Anyway, as for the space ... the Lower East Side People's Mutual Housing Association owns the building. And rumor is GOLES will expand into this space?
10 comments:
The big Puerto Rican flag that used to be draped above the office disappeared a few months ago. I always considered it a sort of gateway to the Loisaida... Presumably if the Lower East Side People's Mutual Housing Association owns the building this means we won't be getting a Subway in its place?
i guess the pile driving is too much for her?
Wow. What a district. Clearly she is the god that all hipsters must pray to.
Carolyn Maloney now represents the Alphabets. Nydia was redistricted to east of D.
Rumor is that GOLES will expand into the space. That is a good thing! GOLES is doing great tenant organizing work in a super crowded office next door.
@ anon
Thanks for the background... Hope that GOLES does expand into the space...
And I got lost in all the redistricting business...
No great loss, I think in all the years she's been in that space I've seen it open exactly one time.
As Gojira says--no one was ever in that office. I wonder how many tax dollars went to maintaining that office over the years. I'm sure GOLES or any other worthy local not for profit could have used the couple grand a month (or more) that was wasted there.

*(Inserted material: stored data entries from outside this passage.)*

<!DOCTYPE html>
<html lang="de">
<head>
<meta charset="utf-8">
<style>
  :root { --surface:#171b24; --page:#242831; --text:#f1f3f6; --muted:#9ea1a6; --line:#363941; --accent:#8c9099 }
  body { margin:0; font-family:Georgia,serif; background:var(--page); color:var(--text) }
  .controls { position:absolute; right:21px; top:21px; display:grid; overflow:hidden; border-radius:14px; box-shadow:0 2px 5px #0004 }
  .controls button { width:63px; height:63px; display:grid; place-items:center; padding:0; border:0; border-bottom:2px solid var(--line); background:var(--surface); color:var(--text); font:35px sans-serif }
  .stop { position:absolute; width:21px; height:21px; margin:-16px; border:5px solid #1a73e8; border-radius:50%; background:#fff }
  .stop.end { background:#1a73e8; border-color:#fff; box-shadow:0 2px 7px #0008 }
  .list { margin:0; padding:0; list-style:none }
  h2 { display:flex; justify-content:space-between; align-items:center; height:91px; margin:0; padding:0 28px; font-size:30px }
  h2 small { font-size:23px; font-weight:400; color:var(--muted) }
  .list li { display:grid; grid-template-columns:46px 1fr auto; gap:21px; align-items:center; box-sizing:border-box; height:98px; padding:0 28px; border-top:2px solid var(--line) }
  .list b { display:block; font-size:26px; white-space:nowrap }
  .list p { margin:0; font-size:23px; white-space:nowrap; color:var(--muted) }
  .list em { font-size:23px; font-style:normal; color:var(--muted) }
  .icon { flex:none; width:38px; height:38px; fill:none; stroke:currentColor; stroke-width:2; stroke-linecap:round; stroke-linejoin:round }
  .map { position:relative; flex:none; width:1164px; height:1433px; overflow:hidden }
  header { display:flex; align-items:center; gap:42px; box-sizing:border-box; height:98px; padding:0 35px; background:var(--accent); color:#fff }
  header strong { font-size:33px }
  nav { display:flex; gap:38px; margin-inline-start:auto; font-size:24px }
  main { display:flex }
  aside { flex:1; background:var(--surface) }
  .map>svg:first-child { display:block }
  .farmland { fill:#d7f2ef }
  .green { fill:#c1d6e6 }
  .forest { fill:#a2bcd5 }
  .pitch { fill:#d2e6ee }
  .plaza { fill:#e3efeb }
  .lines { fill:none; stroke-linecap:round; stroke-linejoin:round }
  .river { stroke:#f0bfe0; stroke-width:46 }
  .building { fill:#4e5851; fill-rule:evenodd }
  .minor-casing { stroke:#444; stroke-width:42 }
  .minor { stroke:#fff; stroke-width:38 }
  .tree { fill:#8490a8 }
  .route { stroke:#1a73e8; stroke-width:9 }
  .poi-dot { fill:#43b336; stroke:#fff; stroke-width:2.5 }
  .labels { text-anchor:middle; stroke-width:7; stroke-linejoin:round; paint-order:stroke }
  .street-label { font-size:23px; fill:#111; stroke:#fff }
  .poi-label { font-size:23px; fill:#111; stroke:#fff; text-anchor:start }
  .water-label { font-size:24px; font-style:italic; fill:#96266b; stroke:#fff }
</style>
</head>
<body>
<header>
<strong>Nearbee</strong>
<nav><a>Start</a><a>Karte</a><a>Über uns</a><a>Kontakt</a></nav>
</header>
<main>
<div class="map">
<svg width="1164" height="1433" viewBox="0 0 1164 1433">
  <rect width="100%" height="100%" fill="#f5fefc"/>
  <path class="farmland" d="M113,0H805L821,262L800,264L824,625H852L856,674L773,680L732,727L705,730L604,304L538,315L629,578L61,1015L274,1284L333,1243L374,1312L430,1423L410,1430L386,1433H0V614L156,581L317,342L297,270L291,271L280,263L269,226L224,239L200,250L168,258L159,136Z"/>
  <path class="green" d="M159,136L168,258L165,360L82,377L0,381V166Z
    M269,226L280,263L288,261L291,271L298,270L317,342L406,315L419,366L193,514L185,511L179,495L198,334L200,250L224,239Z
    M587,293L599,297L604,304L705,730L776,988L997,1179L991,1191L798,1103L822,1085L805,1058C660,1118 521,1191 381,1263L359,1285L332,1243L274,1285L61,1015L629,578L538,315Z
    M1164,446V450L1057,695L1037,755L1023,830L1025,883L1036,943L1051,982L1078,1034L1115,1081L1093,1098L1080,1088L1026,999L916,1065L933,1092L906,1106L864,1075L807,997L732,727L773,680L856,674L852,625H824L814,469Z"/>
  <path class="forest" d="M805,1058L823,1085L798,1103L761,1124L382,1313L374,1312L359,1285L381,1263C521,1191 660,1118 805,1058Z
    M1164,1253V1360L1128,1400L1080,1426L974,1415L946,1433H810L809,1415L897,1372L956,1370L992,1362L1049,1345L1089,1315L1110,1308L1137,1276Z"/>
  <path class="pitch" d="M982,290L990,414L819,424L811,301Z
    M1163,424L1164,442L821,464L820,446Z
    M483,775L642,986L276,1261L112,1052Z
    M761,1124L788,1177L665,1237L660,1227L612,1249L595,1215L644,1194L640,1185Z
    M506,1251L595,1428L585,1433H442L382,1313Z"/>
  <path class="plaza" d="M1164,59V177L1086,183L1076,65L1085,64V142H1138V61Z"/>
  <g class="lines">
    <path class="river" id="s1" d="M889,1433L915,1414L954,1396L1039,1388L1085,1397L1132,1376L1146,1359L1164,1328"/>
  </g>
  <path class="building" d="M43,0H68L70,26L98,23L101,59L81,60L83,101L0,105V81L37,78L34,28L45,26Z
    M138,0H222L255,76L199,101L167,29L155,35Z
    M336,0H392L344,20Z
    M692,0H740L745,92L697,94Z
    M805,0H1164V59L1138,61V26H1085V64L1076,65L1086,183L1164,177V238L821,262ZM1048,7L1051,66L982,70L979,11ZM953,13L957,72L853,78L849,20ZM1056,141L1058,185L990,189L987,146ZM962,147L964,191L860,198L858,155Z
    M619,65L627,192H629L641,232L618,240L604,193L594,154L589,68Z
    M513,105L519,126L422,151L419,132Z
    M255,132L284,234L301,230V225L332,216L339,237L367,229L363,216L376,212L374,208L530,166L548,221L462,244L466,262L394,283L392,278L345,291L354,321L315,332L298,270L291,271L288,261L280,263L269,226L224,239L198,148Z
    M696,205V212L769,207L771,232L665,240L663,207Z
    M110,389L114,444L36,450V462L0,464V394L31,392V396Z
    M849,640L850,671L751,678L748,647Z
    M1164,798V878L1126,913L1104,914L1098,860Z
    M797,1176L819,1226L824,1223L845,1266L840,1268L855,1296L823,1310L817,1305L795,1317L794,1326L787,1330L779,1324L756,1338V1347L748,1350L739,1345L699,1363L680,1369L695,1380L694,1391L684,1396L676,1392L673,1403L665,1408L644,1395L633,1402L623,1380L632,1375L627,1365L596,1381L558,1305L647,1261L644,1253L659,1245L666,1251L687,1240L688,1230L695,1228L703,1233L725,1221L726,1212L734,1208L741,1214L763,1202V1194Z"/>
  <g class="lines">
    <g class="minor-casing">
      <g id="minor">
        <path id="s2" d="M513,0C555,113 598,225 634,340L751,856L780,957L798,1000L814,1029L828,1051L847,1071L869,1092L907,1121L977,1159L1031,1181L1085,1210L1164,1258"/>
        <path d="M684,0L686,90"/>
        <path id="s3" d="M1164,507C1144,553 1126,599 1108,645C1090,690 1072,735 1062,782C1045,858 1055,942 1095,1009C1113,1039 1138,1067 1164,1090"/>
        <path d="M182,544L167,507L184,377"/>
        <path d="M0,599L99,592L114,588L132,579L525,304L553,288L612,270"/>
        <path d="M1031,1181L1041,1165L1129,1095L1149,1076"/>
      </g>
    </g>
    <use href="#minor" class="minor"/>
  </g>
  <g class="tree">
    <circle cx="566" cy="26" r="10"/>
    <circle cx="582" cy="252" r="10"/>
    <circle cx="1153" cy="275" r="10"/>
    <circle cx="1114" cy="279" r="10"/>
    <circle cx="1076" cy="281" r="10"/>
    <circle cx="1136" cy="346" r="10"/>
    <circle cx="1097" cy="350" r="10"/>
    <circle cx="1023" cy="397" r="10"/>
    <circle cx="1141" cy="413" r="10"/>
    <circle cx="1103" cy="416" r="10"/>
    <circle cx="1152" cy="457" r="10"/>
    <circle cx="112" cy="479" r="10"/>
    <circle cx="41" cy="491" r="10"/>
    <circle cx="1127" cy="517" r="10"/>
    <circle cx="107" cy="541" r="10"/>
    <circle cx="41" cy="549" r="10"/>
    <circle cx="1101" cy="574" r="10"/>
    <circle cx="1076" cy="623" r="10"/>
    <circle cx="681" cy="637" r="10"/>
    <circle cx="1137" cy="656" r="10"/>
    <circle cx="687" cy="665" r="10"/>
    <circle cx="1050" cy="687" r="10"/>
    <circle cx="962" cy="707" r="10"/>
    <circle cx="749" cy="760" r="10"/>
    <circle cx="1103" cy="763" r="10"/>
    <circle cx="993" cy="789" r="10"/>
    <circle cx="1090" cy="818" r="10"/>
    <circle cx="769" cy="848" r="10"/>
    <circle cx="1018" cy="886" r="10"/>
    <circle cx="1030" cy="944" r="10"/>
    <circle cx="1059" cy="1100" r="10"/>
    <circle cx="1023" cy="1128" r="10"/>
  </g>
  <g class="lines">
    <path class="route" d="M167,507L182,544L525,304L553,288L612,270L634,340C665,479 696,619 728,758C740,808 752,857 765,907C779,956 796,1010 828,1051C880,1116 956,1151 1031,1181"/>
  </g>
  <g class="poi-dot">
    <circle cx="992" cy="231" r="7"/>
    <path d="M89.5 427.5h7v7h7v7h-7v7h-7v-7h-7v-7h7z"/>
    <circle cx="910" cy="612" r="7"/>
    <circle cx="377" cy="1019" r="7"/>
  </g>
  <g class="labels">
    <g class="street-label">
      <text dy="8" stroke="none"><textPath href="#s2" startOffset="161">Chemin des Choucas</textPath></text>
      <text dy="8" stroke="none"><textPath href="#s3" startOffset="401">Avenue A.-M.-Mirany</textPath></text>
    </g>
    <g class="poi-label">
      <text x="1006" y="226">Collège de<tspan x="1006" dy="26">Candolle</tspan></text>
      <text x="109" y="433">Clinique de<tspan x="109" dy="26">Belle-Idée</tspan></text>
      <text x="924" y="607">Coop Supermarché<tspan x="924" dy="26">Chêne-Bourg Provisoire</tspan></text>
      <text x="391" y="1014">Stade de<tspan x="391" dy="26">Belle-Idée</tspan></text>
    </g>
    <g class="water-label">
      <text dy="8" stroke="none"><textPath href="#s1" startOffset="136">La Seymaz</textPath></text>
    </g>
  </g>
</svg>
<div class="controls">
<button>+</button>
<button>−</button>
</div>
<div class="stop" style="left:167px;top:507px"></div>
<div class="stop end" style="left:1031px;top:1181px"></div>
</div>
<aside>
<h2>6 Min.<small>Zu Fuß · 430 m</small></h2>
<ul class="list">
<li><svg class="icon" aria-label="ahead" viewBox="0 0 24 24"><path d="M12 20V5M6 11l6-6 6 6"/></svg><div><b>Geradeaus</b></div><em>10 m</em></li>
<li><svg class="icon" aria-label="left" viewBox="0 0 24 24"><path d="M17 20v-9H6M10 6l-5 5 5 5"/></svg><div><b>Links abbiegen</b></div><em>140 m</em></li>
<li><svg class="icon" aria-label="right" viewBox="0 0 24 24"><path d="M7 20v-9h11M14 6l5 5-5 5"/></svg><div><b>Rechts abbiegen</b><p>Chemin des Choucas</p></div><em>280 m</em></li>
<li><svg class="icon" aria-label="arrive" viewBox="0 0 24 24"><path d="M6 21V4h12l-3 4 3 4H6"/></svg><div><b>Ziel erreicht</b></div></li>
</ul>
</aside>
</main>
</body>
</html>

Haven't seen the gates up for months!!!
That office was open monday to friday from 9 am to 5 pm all the way until the moment that redistricting took effect. The door open to any constituents who needed help, and the staff was nice enough to help people beyond walk in hours
In what alternate universe was that, Carlos? Cos it sure was not the one I was living in - in the universe I inhabit, the doors were always locked, the shades drawn, the office empty. I live half a block away from the place and know whereof I speak.